To answer this question we need to take a step back and remember that the goal of supervised learning is not just to achieve zero training error. We also care about performance on data *outside* the training set, and having zero loss on its own doesn’t tell us anything about data outside the training set.

As a toy example, imagine we have two sets of data X_{\mathrm{train}} and X_{\mathrm{test}} where X_{\mathrm{train}} has shape n \times d and X_{\mathrm{test}} is m \times d. Let y_{\mathrm{train}} be the training labels and let q be an m-dimensional vector of random labels. Then if d>(m+n) we can find weights w such that \begin{bmatrix} X_{\mathrm{train}} \\ X_{\mathrm{test}} \end{bmatrix} w = \begin{bmatrix} y_{\mathrm{train}} \\ q \end{bmatrix} That is, these weights would produce zero error on the training set, but error no better than random guessing on the testing set. That’s not desired behavior! Of course this example is pathological, because in reality we would have no reason to fit random labels against the test set when we create our model.

The main challenge in supervised learning is to design models that achieve low training error while performing well on new data. The main tool used in such problems is called *regularization*. Regularization is the general term for taking a problem with infinitely many solutions and biasing its solution towards a smaller subset of solution space. This is a highly encompassing notion.

Sometimes regularization is *explicit* insofar as we have a desired property of the solution in mind which we exercise as a constraint on our optimization problem. Sometimes regularization is *implicit* insofar as algorithm design choices lead to a unique solution, although the properties of this solution might not be immediately apparent.

Here, we take an unconventional tack of working from implicit to explicit, starting with stochastic gradient descent.

## Implicit regularization by optimization

Consider again the linear case of gradient descent or stochastic gradient descent: w_{t+1} = w_t - \alpha e_t x_t where e_t is the gradient of the loss at the current prediction. Note that if we initialize w_0=0, then w_t is always in the span of the data. This can be seen by simple induction. This already shows that even though general weights lie in a high dimensional, SGD searches over a space with dimension at most n, the number of data points.

Now suppose we have a nonnegative loss with \frac{\partial \mathit{loss}(z,y)}{\partial z} = 0 if and only if y=z. This condition is satisfied by the square loss, but not hinge and logistic losses. For such losses, at optimality we have for some vector v that:

- Xw = y\,, because we have zero loss.
- w = X^T v\,, because we are in the span of the data.

Under the mild assumption that our examples are linearly independent, we can combine these equations to find that w=X^T(XX^T)^{-1}y\,. That is, when we run stochastic gradient descent we converge to a very specific solution. Even though we were searching through an n-dimensional space, we converge to a unique point in this space.
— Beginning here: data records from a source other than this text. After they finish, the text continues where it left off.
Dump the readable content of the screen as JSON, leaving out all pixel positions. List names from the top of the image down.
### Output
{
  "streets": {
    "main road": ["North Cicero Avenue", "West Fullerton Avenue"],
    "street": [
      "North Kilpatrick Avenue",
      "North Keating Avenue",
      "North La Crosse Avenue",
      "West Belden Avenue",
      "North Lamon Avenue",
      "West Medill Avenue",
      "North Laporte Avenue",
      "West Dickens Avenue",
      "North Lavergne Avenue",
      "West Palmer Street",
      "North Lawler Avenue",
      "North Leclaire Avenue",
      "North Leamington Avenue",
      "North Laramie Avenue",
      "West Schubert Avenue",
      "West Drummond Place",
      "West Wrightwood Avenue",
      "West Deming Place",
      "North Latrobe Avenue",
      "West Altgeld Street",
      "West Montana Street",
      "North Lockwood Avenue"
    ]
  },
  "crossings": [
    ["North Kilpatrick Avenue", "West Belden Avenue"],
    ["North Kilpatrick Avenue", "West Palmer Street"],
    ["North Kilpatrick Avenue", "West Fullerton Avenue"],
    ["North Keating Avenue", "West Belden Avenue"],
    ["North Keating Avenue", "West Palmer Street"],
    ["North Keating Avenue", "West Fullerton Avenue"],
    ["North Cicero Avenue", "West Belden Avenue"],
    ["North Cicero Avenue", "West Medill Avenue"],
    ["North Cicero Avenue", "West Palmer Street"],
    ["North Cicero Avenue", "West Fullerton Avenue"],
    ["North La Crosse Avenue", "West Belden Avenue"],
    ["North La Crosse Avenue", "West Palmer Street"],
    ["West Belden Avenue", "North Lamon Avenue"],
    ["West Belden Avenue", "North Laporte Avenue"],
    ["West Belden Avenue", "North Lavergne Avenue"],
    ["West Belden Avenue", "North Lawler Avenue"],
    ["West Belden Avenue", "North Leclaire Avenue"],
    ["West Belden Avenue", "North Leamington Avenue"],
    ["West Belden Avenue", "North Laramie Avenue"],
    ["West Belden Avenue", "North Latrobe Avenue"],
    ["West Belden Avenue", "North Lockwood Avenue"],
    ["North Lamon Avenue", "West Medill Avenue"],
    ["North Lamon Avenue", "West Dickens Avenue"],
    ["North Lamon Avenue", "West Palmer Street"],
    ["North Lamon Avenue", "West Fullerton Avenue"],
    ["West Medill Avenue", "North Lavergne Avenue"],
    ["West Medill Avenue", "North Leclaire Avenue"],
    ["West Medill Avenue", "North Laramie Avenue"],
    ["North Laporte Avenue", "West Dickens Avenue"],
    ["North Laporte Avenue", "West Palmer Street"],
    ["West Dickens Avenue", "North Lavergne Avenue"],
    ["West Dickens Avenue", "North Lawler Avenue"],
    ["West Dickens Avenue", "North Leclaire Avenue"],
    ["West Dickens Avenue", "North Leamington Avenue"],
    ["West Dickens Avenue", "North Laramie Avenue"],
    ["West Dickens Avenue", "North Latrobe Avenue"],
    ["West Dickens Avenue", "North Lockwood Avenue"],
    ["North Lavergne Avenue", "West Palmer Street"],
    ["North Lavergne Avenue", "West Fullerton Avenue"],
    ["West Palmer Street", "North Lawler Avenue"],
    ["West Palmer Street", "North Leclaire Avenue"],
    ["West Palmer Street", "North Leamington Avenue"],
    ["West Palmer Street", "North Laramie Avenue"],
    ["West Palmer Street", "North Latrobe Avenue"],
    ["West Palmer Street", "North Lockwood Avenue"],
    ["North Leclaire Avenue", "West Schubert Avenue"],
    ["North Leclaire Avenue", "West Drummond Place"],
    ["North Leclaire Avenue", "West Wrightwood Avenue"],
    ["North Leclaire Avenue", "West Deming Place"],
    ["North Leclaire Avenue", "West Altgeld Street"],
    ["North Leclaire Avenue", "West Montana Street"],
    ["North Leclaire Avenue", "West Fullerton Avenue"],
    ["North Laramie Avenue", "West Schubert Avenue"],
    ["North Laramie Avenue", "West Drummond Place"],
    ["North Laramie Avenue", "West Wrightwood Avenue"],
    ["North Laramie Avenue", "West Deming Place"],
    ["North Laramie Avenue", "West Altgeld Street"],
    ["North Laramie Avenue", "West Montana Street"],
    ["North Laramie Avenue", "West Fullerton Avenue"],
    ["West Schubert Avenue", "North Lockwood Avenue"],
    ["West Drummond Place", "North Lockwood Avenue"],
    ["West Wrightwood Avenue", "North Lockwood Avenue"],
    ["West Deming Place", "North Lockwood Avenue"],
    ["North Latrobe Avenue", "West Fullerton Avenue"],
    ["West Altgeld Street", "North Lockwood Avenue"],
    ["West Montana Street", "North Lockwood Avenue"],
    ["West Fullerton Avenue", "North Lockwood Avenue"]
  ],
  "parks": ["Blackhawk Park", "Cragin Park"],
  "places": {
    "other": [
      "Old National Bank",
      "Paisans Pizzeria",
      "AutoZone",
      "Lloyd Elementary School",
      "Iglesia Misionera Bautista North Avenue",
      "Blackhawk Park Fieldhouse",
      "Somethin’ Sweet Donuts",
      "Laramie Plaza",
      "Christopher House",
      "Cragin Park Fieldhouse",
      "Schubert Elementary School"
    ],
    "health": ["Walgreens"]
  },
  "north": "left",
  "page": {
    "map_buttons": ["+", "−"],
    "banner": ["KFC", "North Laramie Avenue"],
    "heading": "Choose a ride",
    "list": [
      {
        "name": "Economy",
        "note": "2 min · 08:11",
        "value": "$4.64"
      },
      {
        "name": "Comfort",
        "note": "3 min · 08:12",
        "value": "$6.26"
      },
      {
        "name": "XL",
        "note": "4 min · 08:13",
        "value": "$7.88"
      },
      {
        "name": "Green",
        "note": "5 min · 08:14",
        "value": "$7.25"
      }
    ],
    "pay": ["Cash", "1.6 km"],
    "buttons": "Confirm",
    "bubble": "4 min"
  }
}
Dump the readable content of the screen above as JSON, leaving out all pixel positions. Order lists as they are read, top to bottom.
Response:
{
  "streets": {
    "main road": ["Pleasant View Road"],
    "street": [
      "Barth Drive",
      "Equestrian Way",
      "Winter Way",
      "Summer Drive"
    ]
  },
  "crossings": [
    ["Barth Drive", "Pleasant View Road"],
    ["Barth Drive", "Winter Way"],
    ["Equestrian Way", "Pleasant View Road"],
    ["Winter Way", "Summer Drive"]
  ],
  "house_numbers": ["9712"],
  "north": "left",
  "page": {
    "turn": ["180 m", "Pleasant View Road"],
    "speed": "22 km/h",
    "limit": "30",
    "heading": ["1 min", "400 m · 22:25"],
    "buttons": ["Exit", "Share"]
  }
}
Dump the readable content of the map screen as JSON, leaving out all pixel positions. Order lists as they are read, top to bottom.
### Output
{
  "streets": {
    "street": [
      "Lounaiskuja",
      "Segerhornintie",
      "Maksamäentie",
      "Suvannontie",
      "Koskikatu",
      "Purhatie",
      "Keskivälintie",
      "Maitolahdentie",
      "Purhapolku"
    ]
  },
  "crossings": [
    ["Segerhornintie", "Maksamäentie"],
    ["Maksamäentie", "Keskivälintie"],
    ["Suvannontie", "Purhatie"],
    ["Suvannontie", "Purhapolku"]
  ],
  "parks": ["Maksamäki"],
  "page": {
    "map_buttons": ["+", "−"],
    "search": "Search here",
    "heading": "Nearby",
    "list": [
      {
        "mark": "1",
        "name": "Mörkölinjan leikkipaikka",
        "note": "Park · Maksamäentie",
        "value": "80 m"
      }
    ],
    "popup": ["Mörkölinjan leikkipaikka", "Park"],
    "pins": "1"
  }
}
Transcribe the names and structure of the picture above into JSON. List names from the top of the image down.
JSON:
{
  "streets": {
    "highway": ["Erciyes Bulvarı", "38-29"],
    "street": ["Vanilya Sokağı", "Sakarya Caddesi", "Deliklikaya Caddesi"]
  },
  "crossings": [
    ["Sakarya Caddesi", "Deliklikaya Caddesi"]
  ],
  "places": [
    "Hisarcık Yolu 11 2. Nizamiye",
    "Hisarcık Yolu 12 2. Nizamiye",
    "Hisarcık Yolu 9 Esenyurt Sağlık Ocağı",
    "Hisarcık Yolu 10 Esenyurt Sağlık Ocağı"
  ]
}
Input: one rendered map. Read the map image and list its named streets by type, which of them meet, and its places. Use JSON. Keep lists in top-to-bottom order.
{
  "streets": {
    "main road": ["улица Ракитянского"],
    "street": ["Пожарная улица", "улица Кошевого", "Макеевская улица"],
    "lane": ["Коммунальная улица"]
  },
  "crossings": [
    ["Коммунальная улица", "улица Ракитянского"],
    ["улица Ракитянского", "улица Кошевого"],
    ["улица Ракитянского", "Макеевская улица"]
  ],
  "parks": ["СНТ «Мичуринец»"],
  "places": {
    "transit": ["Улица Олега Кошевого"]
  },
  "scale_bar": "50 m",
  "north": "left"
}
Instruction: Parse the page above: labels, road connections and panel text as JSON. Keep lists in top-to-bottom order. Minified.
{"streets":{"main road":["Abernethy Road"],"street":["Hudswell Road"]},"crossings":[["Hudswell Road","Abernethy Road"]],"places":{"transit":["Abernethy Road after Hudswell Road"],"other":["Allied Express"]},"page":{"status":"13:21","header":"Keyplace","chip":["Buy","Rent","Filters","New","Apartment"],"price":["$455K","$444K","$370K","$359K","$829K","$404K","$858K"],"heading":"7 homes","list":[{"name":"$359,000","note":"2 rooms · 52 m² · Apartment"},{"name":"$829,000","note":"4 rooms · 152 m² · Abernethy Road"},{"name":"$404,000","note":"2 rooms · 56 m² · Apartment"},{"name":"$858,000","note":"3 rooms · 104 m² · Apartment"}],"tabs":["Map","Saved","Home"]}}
This special w is the *minimum Euclidean norm solution* of Xw=y. In other words, out of all the linear prediction functions that interpolate the training data, SGD selects the solution with the minimal Euclidean norm. To see why this solution has minimal norm, suppose that \hat{w} = X^T\alpha + v with v orthogonal to all x_i. Then we have
X\hat{w} = XX^T\alpha + Xv = XX^T\alpha \,.
Which means \alpha is completely determined and hence \hat{w} = X^T(XX^T)^{-1}y+ v. But now
\Vert \hat{w}\Vert^2 = \Vert X^T(XX^T)^{-1}y\Vert^2 + \Vert v \Vert^2\,.
Minimizing the right hand side shows that v must equal zero.

We now turn to showing that such minimum norm solutions have important robustness properties that suggest that they will perform well on new data. In the next chapter, we will prove that these methods are guaranteed to perform well on new data under reasonable assumptions.

## Margin and stability

Consider a linear classifier that makes no classification errors and hence perfectly separates the data. Recall that the *decision boundary* of this classifier is the hyperplane \mathcal{B}= \{z\,:\,w^Tz = 0\} and the *margin* of the classifier is the distance of the decision boundary from to data:
\mathrm{margin}(w) = \min_i \operatorname{dist}\left(x_i,\mathcal{B}\right)\,.
Since we’re assuming that w correctly classifies all of the training data, we can write the margin in the convenient form
\operatorname{margin}(w) = \min_i \frac{y_i w^Tx_i}{\Vert w\Vert}\,.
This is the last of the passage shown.